## Task:
The expected output is exactly the lines below, starting at the line with "font-size:38px; font-weight:700; line-height:1.1" and ending at the line with "fill:#f2b134; stroke:#111113; stroke-width:2", both included; no other line belongs in it.

● ● ● ● ● ● ●

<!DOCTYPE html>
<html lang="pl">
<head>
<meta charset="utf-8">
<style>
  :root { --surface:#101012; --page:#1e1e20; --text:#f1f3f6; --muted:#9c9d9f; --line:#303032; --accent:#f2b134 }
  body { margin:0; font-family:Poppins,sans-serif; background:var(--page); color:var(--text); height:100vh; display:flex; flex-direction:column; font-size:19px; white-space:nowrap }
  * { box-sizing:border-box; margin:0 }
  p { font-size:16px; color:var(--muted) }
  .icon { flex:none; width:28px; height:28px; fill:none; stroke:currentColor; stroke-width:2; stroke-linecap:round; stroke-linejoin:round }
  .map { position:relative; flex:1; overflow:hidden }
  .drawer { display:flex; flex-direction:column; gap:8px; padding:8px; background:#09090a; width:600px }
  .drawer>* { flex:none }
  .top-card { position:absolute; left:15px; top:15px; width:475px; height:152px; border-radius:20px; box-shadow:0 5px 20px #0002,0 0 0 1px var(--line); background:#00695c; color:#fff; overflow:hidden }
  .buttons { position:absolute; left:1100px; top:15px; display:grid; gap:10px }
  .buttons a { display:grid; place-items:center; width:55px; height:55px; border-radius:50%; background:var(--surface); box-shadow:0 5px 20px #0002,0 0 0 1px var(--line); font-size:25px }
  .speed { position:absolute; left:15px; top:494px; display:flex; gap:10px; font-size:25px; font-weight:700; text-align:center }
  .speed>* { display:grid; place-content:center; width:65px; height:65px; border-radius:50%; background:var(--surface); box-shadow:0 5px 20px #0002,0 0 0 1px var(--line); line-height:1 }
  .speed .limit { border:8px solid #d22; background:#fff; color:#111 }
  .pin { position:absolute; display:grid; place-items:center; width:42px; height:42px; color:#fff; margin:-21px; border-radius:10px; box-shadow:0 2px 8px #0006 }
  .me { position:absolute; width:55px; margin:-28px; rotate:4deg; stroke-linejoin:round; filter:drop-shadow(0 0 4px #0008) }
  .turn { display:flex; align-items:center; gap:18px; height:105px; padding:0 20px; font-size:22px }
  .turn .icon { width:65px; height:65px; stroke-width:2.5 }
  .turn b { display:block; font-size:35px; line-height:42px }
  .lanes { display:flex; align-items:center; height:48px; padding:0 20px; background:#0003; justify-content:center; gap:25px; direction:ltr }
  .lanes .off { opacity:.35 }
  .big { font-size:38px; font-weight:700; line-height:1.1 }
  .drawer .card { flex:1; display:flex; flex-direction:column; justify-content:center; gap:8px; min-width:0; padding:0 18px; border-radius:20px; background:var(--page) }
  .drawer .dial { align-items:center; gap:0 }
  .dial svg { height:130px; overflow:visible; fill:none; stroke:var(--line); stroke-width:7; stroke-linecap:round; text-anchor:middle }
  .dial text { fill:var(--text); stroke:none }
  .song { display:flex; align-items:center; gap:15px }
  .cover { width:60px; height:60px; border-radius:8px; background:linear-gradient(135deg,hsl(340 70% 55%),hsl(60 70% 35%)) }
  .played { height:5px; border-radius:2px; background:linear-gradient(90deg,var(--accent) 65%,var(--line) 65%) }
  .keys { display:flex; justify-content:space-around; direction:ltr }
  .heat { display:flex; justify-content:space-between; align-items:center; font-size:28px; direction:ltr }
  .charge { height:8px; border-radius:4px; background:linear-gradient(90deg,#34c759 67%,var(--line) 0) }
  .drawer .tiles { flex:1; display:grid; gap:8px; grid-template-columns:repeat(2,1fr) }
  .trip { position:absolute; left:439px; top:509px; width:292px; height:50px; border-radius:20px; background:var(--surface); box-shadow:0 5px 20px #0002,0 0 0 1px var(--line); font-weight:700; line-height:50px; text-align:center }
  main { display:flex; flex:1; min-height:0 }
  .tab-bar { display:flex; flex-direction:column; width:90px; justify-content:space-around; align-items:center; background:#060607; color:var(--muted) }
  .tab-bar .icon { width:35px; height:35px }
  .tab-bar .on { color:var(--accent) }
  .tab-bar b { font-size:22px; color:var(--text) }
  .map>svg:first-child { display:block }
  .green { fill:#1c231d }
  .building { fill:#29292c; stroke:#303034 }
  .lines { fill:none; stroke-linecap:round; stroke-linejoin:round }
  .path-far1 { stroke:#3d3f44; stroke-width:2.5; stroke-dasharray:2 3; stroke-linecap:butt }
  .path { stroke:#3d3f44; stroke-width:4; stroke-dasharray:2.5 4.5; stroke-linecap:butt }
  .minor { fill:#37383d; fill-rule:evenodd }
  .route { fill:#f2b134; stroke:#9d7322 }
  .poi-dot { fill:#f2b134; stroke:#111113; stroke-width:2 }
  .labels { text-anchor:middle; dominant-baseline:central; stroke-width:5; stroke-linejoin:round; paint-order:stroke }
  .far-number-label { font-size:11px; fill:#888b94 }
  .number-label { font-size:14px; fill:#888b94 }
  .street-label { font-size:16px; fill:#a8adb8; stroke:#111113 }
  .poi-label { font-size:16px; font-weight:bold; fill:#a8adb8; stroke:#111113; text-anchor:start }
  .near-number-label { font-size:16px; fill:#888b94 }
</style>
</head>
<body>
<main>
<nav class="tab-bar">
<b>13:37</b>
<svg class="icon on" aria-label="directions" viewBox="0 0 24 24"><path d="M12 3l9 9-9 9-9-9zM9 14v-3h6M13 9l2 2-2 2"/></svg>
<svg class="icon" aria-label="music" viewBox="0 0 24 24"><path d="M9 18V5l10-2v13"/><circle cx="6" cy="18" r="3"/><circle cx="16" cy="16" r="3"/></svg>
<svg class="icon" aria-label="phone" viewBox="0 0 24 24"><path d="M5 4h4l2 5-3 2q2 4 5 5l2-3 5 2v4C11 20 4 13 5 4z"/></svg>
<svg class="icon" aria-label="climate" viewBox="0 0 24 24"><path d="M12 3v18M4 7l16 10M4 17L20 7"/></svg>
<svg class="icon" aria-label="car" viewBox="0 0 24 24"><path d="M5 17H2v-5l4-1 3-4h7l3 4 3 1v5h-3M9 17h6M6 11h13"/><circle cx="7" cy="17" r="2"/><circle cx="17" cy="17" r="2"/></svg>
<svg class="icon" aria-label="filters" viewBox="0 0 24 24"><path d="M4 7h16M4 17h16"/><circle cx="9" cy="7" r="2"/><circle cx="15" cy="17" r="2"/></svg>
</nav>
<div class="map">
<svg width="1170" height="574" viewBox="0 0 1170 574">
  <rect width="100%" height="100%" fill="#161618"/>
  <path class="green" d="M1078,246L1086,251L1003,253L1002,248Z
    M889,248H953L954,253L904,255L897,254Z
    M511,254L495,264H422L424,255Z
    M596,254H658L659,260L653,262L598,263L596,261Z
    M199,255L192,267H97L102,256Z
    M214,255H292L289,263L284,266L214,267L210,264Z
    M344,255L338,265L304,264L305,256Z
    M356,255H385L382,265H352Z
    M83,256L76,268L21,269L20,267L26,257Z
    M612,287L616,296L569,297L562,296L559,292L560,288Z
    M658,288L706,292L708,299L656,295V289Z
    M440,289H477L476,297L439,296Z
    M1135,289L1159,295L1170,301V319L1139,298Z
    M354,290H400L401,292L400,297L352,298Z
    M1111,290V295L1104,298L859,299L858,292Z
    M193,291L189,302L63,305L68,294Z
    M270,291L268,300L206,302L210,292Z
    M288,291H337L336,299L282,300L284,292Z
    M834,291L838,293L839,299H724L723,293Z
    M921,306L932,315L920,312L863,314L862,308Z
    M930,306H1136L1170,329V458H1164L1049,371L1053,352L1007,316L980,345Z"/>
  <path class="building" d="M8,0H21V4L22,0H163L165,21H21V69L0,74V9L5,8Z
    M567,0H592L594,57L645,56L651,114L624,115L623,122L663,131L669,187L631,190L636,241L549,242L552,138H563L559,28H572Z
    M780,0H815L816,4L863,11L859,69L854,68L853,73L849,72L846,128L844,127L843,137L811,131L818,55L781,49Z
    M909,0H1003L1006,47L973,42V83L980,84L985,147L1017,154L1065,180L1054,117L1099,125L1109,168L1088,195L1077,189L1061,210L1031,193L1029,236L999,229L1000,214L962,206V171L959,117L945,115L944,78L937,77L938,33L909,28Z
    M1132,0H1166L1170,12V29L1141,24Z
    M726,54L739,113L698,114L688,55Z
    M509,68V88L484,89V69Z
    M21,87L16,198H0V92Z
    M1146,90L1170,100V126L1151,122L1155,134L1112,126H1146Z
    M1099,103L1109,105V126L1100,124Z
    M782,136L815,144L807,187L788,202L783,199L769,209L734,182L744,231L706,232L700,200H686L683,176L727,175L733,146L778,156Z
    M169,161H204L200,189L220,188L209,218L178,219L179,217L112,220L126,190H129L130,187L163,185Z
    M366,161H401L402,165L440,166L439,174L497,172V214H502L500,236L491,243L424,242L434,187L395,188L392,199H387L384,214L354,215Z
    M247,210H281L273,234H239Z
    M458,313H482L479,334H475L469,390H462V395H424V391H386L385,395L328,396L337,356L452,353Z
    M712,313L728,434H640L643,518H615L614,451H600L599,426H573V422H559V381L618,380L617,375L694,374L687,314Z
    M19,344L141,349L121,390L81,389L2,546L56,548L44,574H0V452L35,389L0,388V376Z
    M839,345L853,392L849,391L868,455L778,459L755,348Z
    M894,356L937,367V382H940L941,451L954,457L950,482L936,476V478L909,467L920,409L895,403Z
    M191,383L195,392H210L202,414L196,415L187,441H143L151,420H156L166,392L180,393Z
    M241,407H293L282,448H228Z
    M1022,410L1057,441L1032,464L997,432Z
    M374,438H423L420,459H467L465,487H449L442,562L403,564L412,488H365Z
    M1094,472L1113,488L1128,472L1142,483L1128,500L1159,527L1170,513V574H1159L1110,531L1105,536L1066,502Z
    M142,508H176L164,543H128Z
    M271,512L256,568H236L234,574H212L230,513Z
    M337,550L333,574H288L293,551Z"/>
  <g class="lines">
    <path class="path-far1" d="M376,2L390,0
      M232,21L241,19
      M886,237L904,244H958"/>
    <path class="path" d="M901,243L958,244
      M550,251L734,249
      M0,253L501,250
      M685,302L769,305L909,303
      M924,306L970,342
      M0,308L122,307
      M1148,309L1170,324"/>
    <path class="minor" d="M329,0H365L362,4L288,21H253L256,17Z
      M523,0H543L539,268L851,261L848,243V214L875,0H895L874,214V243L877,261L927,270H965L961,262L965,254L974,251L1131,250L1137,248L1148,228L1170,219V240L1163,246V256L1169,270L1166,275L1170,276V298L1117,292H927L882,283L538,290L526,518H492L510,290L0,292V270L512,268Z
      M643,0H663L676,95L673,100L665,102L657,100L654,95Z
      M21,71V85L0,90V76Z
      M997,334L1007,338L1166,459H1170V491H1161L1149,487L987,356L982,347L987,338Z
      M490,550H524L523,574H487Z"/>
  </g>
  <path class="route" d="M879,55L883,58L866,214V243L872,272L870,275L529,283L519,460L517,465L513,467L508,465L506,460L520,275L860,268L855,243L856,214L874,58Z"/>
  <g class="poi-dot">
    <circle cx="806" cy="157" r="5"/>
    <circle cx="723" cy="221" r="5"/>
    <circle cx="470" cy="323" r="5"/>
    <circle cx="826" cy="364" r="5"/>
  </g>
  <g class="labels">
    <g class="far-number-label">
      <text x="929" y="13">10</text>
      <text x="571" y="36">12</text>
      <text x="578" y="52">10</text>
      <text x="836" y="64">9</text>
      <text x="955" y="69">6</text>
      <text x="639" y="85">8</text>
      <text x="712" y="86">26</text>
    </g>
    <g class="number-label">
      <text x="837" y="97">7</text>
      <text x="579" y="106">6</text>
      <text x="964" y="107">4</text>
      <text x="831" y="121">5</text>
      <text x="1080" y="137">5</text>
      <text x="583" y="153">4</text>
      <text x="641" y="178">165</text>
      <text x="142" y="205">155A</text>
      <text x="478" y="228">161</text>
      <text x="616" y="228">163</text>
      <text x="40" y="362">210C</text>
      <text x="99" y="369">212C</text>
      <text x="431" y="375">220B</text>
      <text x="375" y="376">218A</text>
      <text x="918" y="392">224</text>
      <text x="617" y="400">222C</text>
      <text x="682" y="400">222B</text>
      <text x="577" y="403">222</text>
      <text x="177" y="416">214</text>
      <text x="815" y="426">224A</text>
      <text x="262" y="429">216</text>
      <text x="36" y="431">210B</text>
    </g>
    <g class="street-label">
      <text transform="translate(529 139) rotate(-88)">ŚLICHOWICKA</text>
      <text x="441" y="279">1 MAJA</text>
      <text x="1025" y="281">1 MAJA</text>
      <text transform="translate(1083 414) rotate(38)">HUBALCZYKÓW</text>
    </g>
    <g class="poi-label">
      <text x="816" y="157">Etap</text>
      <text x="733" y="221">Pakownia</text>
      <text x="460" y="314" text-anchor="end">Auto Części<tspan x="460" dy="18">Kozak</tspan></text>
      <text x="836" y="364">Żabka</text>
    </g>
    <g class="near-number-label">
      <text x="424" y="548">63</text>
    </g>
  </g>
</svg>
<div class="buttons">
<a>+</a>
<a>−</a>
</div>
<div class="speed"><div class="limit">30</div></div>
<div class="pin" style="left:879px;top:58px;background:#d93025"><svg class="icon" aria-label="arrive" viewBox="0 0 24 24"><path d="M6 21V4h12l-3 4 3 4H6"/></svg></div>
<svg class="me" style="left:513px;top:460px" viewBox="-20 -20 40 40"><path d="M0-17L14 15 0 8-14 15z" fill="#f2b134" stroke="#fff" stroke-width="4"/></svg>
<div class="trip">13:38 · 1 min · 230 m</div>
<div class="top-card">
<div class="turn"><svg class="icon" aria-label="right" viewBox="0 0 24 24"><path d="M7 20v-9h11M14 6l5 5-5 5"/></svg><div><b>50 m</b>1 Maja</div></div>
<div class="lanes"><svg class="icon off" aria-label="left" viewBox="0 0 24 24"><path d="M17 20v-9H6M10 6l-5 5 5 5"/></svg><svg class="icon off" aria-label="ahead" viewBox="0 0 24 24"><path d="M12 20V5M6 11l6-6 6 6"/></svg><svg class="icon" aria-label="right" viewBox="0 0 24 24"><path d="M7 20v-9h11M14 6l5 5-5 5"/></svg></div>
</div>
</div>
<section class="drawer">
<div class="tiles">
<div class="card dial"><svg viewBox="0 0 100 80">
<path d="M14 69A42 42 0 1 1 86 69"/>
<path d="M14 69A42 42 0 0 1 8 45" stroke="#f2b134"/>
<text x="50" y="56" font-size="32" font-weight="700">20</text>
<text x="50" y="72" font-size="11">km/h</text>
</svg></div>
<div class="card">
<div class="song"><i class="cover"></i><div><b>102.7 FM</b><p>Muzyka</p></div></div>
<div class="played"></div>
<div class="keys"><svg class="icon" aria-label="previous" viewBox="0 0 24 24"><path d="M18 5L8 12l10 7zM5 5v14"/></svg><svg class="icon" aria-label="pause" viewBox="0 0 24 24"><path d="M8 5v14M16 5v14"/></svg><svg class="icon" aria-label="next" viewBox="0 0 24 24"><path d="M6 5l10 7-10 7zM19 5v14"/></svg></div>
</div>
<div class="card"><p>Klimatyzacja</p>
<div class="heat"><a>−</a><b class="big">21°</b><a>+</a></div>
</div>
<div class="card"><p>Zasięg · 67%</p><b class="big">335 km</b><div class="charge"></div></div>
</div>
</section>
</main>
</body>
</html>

● ● ● ● ● ● ●

## Response:
  .big { font-size:38px; font-weight:700; line-height:1.1 }
  .drawer .card { flex:1; display:flex; flex-direction:column; justify-content:center; gap:8px; min-width:0; padding:0 18px; border-radius:20px; background:var(--page) }
  .drawer .dial { align-items:center; gap:0 }
  .dial svg { height:130px; overflow:visible; fill:none; stroke:var(--line); stroke-width:7; stroke-linecap:round; text-anchor:middle }
  .dial text { fill:var(--text); stroke:none }
  .song { display:flex; align-items:center; gap:15px }
  .cover { width:60px; height:60px; border-radius:8px; background:linear-gradient(135deg,hsl(340 70% 55%),hsl(60 70% 35%)) }
  .played { height:5px; border-radius:2px; background:linear-gradient(90deg,var(--accent) 65%,var(--line) 65%) }
  .keys { display:flex; justify-content:space-around; direction:ltr }
  .heat { display:flex; justify-content:space-between; align-items:center; font-size:28px; direction:ltr }
  .charge { height:8px; border-radius:4px; background:linear-gradient(90deg,#34c759 67%,var(--line) 0) }
  .drawer .tiles { flex:1; display:grid; gap:8px; grid-template-columns:repeat(2,1fr) }
  .trip { position:absolute; left:439px; top:509px; width:292px; height:50px; border-radius:20px; background:var(--surface); box-shadow:0 5px 20px #0002,0 0 0 1px var(--line); font-weight:700; line-height:50px; text-align:center }
  main { display:flex; flex:1; min-height:0 }
  .tab-bar { display:flex; flex-direction:column; width:90px; justify-content:space-around; align-items:center; background:#060607; color:var(--muted) }
  .tab-bar .icon { width:35px; height:35px }
  .tab-bar .on { color:var(--accent) }
  .tab-bar b { font-size:22px; color:var(--text) }
  .map>svg:first-child { display:block }
  .green { fill:#1c231d }
  .building { fill:#29292c; stroke:#303034 }
  .lines { fill:none; stroke-linecap:round; stroke-linejoin:round }
  .path-far1 { stroke:#3d3f44; stroke-width:2.5; stroke-dasharray:2 3; stroke-linecap:butt }
  .path { stroke:#3d3f44; stroke-width:4; stroke-dasharray:2.5 4.5; stroke-linecap:butt }
  .minor { fill:#37383d; fill-rule:evenodd }
  .route { fill:#f2b134; stroke:#9d7322 }
  .poi-dot { fill:#f2b134; stroke:#111113; stroke-width:2 }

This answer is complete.